Lecture 8: Universal Mapping Properties

Representable Functors

We now have all the players in category theory: categories, functors, and natural transformations. But we need something to make them dance together; this thing is called universal mapping properties.

Universal mapping properties are the soul of category theory. The idea is that we characterize an object in a category by looking at all the morphisms in or out of that object. There are two ways to do this: look at the morphisms in, and look at the morphisms out. We’ll start with morphisms out.

For any object x in a category \mathsf{C}, there is a functor

\operatorname{Hom}_{\mathsf{C}}(x, -) \colon \mathsf{C}\to \mathsf{Set}

called the covariant representable functor on x.1

\operatorname{Hom}_{\mathsf{C}}(x, -) sends y \in \mathsf{C} to the set \operatorname{Hom}_{\mathsf{C}}(x,y) of morphisms from x to y, and given a morphisms g \colon y \to z, the function

\operatorname{Hom}_{\mathsf{C}}(x,g) \colon \operatorname{Hom}_{\mathsf{C}}(x,y) \to \operatorname{Hom}_{\mathsf{C}}(x,z)

is given by composition, i.e.

\operatorname{Hom}_{\mathsf{C}}(x,g)(f \in \operatorname{Hom}_{\mathsf{C}}(x,y)) = g \circ f \in \operatorname{Hom}_{\mathsf{C}}(x,z)

Let \mathsf{C}= \mathsf{Gr}, the schema for graphs. Then \operatorname{Hom}_{\mathsf{Gr}}(V,-) is the graph with one vertex \operatorname{id}_V \in \operatorname{Hom}_{\mathsf{Gr}}(V,V) and no edges:

The representable on V

Similarly, \operatorname{Hom}_\mathsf{Gr}(E,-) is the graph with one edge \operatorname{id}_E \in \operatorname{Hom}_{\mathsf{Gr}}(E,E) and two vertices \operatorname{src}, \operatorname{tgt}\in \operatorname{Hom}_{\mathsf{Gr}}(E,V).

The representable on E

\operatorname{Hom}_{\mathsf{Set}}(2,-) is the functor on \mathsf{Set} that sends a set X to the set \{f \colon 2 \to X\} = X^{2} Given a function f \colon X \to Y, \operatorname{Hom}_{\mathsf{Set}}(2,f) is the function that sends a tuple (x_{1},x_{2}) \in X^2 to the tuple (f(x_{1}), f(x_{2})) \in Y^2.

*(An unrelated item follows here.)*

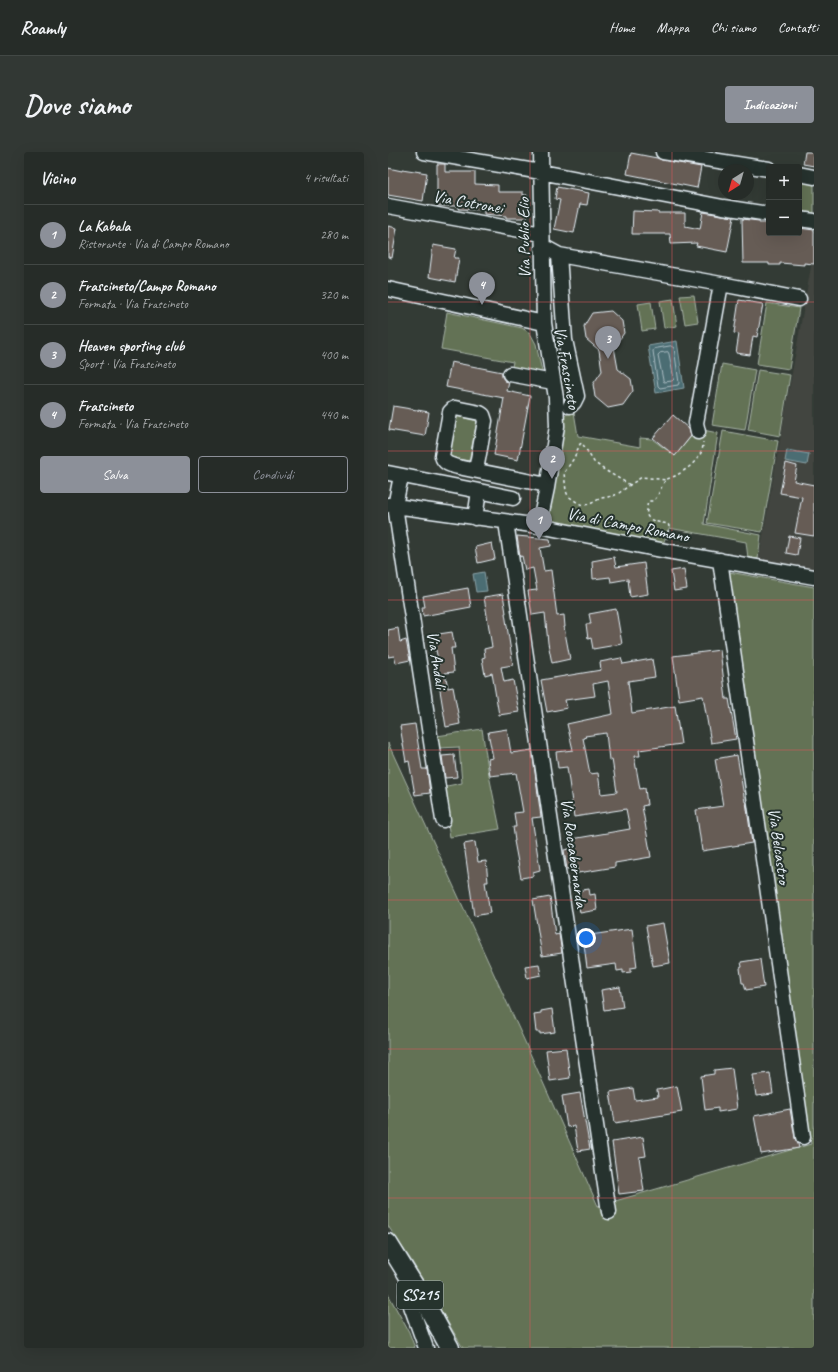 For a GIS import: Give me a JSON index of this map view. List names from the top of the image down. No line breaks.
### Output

For n \in \mathbb{N}, let P_n be the path graph of length n. Then for a graph G, \operatorname{Hom}_{\mathsf{Set}^{\mathsf{Gr}}}(P_{n}, G) is the set of length-n paths in G. Thus, we can think of the representable \operatorname{Hom}_{\mathsf{Set}^{\mathsf{Gr}}}(P_{n}, -) as a functor which sends a graph to the set of length-n paths in that graph. Notice that as a special case if n = 1, then this simply sends a graph to the set of edges in that graph. This is sneak peak at the Yoneda lemma (but we won’t get there today).

In catlab, we have a very powerful homomorphism search, which can actually compute the set Hom_{\mathsf{Set}^{\mathsf{C}}}(G,H) for any finite \mathsf{C}. There are all sorts of uses for this, but one is simply finding length-n paths in a graph!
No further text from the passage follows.